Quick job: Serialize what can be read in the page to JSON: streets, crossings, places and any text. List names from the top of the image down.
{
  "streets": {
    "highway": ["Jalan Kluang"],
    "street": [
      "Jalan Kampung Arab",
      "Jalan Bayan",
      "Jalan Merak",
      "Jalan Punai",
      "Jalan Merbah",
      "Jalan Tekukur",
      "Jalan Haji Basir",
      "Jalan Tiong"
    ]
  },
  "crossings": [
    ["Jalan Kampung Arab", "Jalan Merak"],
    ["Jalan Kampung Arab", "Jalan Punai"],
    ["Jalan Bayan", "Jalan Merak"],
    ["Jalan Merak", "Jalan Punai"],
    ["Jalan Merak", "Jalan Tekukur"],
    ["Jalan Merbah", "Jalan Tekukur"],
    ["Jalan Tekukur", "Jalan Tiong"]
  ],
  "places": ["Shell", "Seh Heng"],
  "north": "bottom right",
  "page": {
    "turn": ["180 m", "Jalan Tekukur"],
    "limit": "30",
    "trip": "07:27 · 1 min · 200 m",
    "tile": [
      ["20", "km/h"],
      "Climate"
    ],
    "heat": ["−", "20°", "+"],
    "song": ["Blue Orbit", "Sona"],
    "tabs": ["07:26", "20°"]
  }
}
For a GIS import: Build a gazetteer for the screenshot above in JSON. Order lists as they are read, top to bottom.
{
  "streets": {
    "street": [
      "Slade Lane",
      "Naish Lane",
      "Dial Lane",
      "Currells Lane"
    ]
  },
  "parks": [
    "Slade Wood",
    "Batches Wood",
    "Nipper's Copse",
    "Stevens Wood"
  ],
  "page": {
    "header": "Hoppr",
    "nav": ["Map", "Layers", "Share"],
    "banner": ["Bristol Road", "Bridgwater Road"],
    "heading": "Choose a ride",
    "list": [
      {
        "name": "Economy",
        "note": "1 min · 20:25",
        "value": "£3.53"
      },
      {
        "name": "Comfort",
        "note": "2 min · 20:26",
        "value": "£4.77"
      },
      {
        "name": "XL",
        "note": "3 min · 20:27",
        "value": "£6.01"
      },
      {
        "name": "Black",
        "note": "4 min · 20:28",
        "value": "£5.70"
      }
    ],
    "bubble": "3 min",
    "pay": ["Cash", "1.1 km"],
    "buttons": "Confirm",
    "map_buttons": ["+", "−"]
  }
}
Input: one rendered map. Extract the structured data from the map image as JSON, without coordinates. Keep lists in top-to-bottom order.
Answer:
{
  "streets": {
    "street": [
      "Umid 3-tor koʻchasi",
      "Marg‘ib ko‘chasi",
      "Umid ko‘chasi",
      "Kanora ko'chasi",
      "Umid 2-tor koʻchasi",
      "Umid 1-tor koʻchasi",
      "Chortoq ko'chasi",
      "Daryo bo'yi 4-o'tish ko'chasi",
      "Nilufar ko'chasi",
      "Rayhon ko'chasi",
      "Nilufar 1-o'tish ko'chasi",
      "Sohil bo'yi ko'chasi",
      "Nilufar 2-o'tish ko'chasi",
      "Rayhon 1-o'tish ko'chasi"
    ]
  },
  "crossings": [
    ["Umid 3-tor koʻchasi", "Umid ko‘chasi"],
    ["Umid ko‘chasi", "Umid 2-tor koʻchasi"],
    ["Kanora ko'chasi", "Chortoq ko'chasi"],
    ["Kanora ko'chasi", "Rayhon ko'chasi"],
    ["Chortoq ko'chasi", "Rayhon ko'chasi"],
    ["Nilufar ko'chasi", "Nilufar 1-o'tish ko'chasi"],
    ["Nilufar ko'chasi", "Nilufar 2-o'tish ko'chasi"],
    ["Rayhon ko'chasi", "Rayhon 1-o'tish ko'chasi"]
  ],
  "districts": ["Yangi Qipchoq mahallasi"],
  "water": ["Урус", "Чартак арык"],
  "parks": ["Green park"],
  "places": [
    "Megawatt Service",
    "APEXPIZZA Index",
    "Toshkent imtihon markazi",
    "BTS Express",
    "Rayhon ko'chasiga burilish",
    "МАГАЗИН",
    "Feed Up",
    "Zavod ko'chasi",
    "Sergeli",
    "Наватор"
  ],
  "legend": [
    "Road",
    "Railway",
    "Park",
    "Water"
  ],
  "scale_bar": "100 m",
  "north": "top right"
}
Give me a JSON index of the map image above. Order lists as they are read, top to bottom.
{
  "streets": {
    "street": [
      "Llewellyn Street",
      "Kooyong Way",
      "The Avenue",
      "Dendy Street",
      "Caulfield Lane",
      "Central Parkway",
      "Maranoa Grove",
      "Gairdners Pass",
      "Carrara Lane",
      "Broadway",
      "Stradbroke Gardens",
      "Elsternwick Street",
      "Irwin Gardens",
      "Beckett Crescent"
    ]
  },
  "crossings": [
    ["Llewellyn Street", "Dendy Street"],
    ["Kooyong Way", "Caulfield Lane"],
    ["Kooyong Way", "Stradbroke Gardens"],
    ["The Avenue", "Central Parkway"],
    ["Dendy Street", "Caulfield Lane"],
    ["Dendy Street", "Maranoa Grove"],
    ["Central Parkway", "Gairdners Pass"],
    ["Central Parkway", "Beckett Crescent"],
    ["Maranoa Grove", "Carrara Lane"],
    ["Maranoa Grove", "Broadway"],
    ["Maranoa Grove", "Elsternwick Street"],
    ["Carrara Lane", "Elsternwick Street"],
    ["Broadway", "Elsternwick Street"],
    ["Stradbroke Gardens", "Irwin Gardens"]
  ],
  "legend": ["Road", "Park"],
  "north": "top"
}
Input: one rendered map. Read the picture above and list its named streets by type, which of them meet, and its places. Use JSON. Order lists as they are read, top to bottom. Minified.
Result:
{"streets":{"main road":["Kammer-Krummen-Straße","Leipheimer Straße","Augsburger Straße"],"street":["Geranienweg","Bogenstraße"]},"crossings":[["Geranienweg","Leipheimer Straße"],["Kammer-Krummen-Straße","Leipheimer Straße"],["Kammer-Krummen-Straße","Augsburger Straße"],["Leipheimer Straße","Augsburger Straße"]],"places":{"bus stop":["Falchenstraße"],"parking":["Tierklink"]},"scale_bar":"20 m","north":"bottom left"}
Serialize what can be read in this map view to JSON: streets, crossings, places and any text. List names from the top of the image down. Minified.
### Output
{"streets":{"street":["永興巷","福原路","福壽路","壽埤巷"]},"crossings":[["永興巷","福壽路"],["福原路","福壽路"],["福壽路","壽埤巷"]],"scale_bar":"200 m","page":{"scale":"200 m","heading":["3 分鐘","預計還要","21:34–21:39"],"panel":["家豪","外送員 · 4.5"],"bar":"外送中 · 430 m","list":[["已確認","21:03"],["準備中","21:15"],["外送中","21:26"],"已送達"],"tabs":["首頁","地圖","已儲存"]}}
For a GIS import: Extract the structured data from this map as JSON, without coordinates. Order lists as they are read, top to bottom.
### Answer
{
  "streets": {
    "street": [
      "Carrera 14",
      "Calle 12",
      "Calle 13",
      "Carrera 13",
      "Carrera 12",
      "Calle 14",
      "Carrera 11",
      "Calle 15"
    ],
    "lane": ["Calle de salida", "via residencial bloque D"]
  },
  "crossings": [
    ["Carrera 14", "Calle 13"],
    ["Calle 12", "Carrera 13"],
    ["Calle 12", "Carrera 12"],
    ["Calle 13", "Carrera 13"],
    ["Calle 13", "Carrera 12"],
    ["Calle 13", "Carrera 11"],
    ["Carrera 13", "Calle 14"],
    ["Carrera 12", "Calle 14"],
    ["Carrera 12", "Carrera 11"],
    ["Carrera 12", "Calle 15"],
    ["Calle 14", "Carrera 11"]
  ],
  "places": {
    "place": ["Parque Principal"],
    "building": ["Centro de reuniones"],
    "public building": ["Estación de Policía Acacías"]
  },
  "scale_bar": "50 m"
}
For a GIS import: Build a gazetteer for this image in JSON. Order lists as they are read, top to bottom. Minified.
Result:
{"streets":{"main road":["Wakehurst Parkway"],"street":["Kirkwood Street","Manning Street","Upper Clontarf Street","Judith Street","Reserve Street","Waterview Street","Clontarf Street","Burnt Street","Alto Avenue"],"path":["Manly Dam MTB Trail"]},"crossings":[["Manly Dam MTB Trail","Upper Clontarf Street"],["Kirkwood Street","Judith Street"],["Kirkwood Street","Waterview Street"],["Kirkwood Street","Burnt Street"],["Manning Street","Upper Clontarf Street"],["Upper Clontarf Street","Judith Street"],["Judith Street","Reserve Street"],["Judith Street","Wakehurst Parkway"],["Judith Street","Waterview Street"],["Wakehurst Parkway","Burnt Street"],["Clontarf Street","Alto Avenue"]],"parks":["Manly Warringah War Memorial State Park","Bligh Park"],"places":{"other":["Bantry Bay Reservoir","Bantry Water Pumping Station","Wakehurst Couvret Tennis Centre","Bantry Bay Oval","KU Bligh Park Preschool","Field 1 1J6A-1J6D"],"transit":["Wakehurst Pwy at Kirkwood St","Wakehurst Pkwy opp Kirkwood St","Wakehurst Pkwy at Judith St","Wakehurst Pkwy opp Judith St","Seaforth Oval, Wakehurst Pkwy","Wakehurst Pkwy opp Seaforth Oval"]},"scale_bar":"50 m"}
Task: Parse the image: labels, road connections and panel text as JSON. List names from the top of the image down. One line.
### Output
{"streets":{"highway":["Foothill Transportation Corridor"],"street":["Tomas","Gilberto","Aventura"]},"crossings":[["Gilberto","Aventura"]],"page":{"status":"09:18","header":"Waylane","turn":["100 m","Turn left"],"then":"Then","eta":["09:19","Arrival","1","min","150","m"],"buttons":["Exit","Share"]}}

* [WHAT TO DO] Read through the data above. Report each line that has the word "text".

* [EXERCISE ANSWER]
Quick job: Serialize what can be read in the page to JSON: streets, crossings, places and any text. List names from the top of the image down.
Serialize what can be read in this map view to JSON: streets, crossings, places and any text. List names from the top of the image down. Minified.
Task: Parse the image: labels, road connections and panel text as JSON. List names from the top of the image down. One line.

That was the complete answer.